> [TASK INSTRUCTIONS]
Filter the listing below for "service" and report every line that has it.

_ _ _ _

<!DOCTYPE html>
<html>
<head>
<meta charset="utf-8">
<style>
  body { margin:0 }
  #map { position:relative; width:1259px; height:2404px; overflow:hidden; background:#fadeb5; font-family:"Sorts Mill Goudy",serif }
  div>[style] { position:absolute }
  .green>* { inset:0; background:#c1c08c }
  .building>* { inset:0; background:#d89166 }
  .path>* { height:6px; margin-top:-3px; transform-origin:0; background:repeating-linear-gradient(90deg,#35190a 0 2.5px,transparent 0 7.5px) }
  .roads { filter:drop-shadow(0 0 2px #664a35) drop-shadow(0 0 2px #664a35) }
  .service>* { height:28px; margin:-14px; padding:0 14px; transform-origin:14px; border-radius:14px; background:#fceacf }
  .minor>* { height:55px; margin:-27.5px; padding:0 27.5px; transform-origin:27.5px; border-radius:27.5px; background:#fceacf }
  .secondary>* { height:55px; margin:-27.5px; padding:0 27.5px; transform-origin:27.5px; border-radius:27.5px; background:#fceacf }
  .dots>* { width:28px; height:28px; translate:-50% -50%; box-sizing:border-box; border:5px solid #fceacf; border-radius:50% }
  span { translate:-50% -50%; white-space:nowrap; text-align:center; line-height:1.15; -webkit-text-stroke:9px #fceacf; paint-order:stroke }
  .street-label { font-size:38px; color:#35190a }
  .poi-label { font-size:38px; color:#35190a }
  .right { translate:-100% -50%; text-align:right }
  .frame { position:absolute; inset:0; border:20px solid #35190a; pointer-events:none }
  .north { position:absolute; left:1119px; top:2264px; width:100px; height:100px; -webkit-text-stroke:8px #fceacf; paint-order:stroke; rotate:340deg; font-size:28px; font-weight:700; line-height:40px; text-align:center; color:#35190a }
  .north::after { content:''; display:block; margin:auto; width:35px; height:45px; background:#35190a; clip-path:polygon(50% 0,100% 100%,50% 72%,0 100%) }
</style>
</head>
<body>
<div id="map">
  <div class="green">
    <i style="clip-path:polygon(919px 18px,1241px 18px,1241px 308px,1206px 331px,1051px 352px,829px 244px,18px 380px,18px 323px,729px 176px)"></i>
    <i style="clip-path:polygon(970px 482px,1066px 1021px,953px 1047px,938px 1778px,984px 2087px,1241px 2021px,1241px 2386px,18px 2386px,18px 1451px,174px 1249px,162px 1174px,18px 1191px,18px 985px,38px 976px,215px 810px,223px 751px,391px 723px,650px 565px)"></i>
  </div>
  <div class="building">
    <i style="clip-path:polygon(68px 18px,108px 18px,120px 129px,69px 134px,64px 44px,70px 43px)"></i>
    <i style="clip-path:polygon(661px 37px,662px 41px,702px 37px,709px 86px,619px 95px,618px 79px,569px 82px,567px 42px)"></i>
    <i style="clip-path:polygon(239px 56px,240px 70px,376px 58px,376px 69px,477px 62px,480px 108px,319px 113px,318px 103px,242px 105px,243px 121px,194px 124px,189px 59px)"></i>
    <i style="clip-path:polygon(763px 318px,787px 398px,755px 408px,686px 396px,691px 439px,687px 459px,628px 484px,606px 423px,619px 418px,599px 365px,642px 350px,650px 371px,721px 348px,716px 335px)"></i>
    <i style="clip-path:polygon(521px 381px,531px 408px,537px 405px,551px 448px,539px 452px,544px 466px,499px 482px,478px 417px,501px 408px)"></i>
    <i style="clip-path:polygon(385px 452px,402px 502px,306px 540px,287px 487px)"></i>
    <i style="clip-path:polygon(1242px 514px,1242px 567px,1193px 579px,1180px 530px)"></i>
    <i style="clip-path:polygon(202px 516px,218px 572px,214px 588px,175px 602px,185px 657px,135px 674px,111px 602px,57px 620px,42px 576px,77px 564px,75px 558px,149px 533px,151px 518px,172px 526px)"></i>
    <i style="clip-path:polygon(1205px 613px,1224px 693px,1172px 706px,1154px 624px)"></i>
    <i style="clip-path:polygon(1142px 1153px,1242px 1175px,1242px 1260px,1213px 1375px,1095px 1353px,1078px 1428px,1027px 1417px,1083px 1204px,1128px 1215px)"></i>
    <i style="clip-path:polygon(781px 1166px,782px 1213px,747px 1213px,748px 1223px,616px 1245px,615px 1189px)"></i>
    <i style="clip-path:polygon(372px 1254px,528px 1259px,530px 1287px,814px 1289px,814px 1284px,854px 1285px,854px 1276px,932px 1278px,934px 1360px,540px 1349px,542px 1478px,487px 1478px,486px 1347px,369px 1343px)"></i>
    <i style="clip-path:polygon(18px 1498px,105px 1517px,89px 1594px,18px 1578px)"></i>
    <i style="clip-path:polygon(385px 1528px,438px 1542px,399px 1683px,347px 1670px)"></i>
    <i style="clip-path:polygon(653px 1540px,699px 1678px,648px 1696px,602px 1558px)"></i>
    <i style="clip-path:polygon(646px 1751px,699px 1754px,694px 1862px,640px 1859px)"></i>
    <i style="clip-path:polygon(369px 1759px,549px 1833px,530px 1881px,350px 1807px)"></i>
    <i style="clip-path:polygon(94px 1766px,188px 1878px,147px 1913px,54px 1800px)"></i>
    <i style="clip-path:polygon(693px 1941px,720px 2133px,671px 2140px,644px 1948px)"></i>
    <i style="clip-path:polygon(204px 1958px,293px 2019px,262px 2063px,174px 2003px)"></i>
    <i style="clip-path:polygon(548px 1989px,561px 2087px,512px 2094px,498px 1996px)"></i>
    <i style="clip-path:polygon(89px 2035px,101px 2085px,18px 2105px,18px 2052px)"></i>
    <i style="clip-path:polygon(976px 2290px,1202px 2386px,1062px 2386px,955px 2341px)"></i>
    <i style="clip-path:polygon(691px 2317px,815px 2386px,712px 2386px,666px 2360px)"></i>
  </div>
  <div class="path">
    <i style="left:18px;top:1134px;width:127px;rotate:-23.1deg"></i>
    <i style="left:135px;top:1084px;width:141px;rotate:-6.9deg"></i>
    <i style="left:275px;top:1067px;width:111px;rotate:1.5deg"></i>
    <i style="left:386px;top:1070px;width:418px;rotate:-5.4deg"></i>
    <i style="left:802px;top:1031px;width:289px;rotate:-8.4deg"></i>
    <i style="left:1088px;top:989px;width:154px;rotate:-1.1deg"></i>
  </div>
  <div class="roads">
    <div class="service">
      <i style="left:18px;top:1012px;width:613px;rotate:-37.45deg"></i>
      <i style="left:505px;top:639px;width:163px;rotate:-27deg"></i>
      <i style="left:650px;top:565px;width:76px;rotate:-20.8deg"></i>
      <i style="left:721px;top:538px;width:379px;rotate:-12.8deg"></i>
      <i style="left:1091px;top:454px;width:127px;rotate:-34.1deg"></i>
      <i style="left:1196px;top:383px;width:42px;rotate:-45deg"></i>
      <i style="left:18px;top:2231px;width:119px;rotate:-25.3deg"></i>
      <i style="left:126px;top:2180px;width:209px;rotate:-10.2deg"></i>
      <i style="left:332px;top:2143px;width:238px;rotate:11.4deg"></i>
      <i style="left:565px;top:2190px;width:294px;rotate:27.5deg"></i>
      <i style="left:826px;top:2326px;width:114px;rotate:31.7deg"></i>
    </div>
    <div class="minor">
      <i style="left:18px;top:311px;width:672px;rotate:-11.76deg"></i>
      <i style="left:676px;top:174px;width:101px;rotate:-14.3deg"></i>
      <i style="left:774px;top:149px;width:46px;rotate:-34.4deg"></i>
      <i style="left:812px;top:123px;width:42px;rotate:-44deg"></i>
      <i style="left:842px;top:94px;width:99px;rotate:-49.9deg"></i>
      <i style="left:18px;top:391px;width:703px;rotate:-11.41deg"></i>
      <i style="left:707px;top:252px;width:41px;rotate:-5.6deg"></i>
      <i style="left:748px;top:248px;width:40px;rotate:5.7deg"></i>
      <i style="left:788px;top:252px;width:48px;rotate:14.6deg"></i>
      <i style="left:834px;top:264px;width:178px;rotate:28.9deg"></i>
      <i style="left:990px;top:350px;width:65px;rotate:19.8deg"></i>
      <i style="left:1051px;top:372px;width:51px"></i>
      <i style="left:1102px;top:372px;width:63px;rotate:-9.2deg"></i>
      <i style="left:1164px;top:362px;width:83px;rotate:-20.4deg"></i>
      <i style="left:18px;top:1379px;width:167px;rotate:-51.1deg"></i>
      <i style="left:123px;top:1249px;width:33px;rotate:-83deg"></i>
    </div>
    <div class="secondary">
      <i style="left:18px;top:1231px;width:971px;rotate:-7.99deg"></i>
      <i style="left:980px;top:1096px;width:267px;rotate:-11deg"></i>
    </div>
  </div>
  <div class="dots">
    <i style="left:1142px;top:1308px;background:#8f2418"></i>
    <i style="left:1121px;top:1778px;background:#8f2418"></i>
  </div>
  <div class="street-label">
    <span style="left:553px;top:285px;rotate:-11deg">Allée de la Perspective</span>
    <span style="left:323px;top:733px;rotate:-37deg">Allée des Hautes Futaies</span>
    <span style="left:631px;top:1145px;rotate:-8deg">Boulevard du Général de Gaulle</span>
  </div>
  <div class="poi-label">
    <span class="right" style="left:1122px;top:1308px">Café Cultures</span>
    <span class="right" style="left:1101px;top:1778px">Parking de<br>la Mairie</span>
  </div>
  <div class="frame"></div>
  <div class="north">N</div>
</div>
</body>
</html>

_ _ _ _

> [ANSWER TO THIS TASK]
  .service>* { height:28px; margin:-14px; padding:0 14px; transform-origin:14px; border-radius:14px; background:#fceacf }
    <div class="service">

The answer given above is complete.